A Fluttering Shearwater at sea
The 2.5-ha Wharariki Ecosanctuary at Cape Farewell, in Golden Bay, New Zealand has recently received 50 Fluttering Shearwater Puffinus gavia chicks that have been translocated from Long Island, Marlborough Sounds. The cape forms the northernmost tip of South Island. The chicks are being hand fed until they fledge from artificial burrows behind a 200-m predator-proof fence built in 2019.
“There are trapping lines inside and outside the sanctuary and a second internal predator proof fence was built to further protect the fluttering shearwater, which nest in burrows and are particularly vulnerable to predators. A week in, the chicks were doing well with around 10 of the biggest birds able to leave their burrows and stretch their wings in preparation for flight.”
The sanctuary fence and the translocation underway
The shearwaters are the first species to be introduced to the fenced sanctuary, an initiative led by HealthPost Nature Trust in partnership with the Department of Conservation and Manawhenua ki Mōhua.

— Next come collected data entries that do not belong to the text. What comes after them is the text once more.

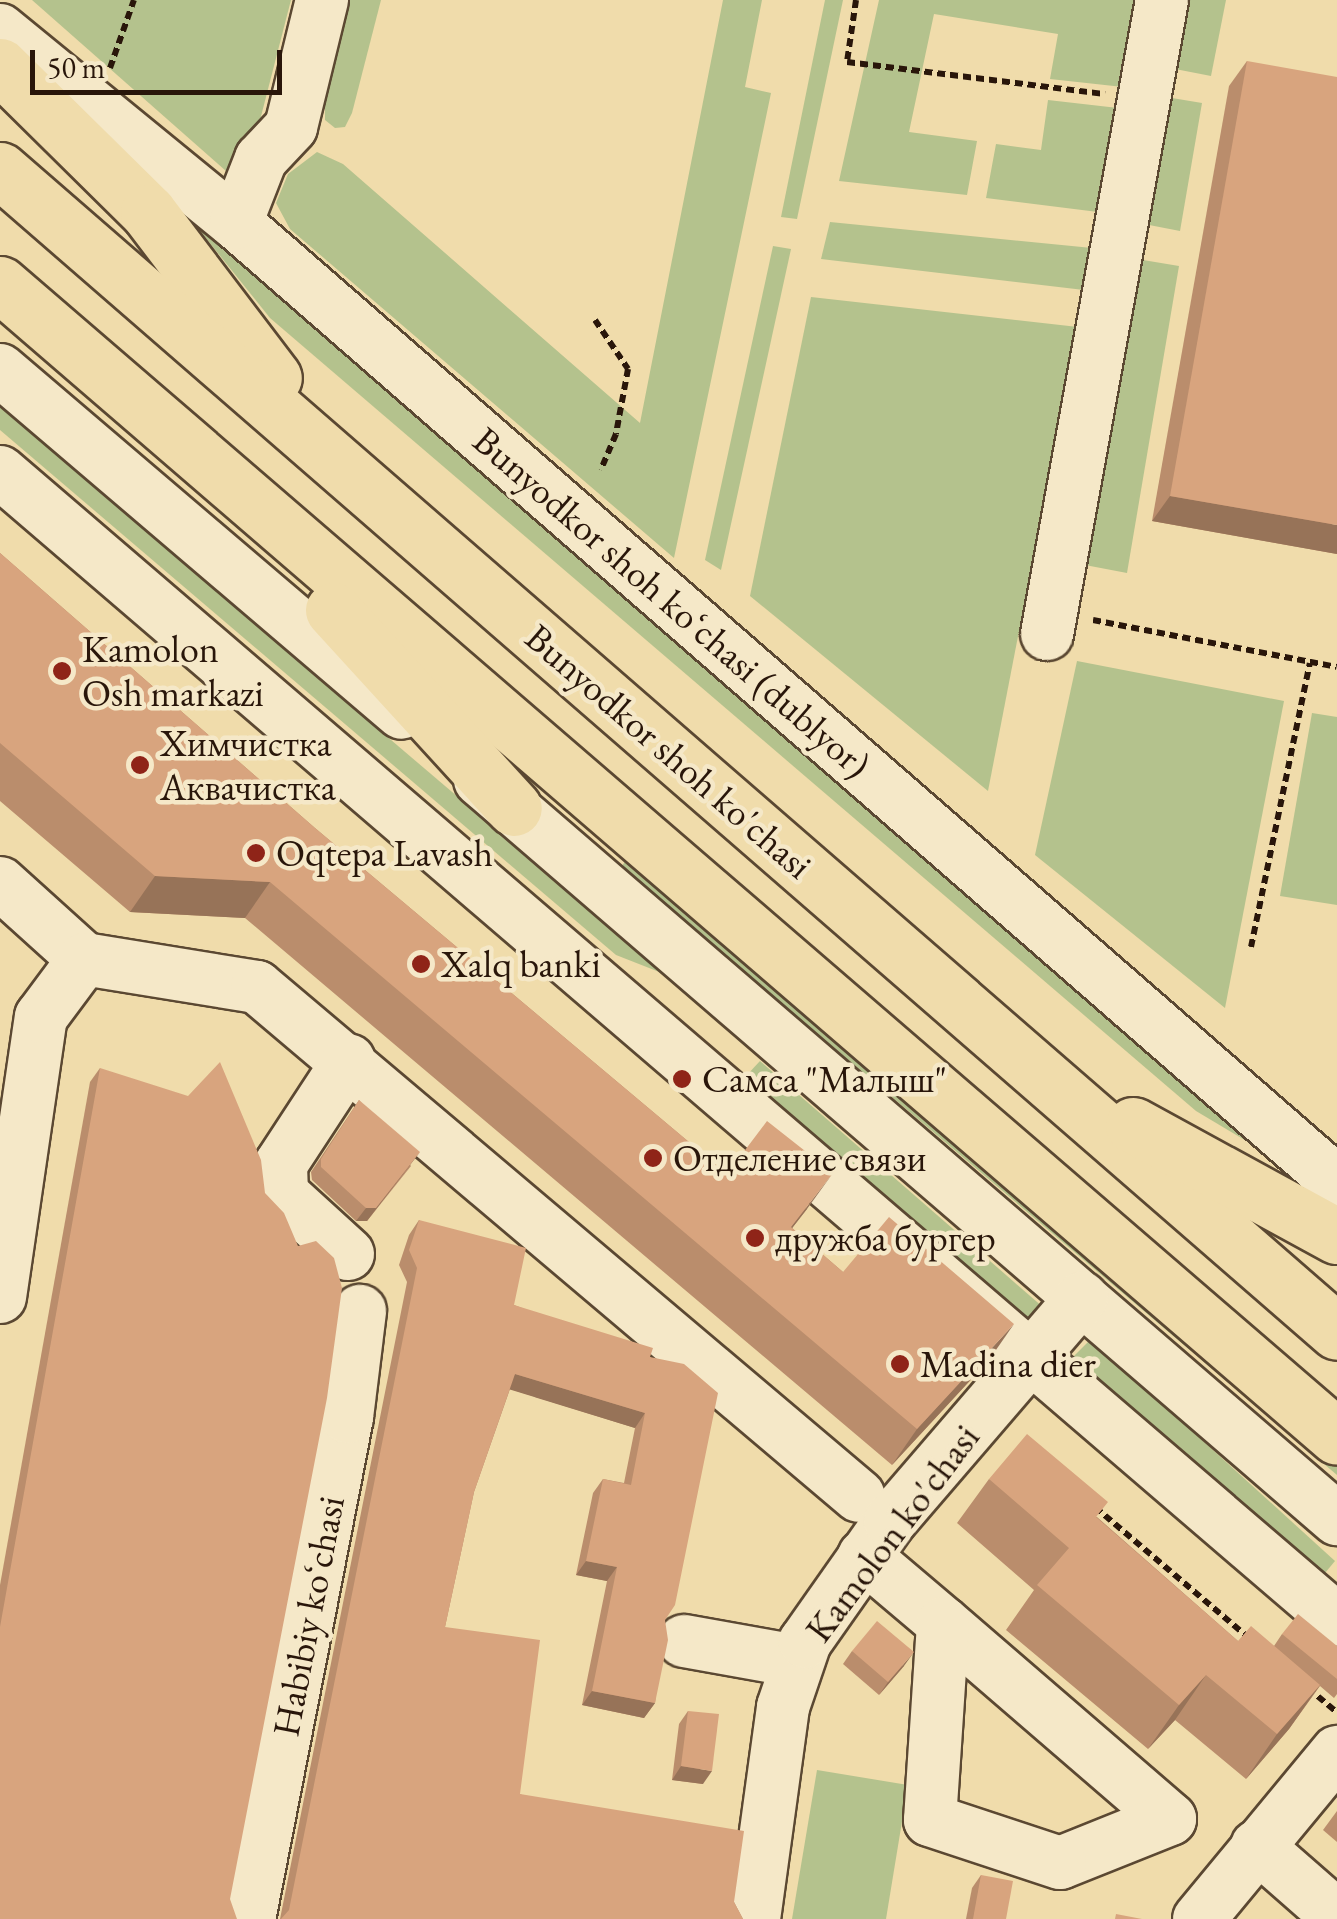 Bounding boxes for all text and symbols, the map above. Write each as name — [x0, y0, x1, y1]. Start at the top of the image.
scale bar — [35, 30, 288, 92]
text: 50 m — [47, 48, 105, 87]
street label: Bunyodkor shoh koʻchasi (dublyor) — [464, 417, 880, 787]
street label: Bunyodkor shoh ko'chasi — [516, 614, 822, 888]
place label: Kamolon Osh markazi — [82, 626, 264, 716]
marker: Kamolon Osh markazi — [51, 660, 73, 682]
place label: Химчистка Аквачистка — [160, 720, 336, 809]
marker: Химчистка Аквачистка — [129, 754, 151, 776]
place label: Oqtepa Lavash — [276, 830, 493, 876]
marker: Oqtepa Lavash — [245, 842, 267, 864]
place label: Xalq banki — [441, 941, 601, 987]
marker: Xalq banki — [410, 953, 432, 975]
place label: Самса "Малыш" — [702, 1056, 947, 1102]
marker: Самса "Малыш" — [671, 1068, 693, 1090]
place label: Отделение связи — [673, 1135, 926, 1181]
marker: Отделение связи — [642, 1147, 664, 1169]
place label: дружба бургер — [775, 1215, 996, 1261]
marker: дружба бургер — [744, 1227, 766, 1249]
place label: Madina dier — [920, 1341, 1096, 1387]
marker: Madina dier — [889, 1353, 911, 1375]
street label: Kamolon ko'chasi — [795, 1415, 989, 1651]
street label: Habibiy koʻchasi — [262, 1492, 354, 1740]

It is intended to introduce 250 chicks to the sanctuary in the hope of establishing a new colony on the mainland, where the species used to breed before becoming restricted to offshore islands.
"Large seabird colonies on coastal cliffs were once common around mainland New Zealand before pests such as rats and stoats were introduced and land clearance destroyed the habitat they depended on. These combined pressures decimated [sic] seabird numbers. Significant populations of burrowing seabirds are now largely relegated to offshore islands.”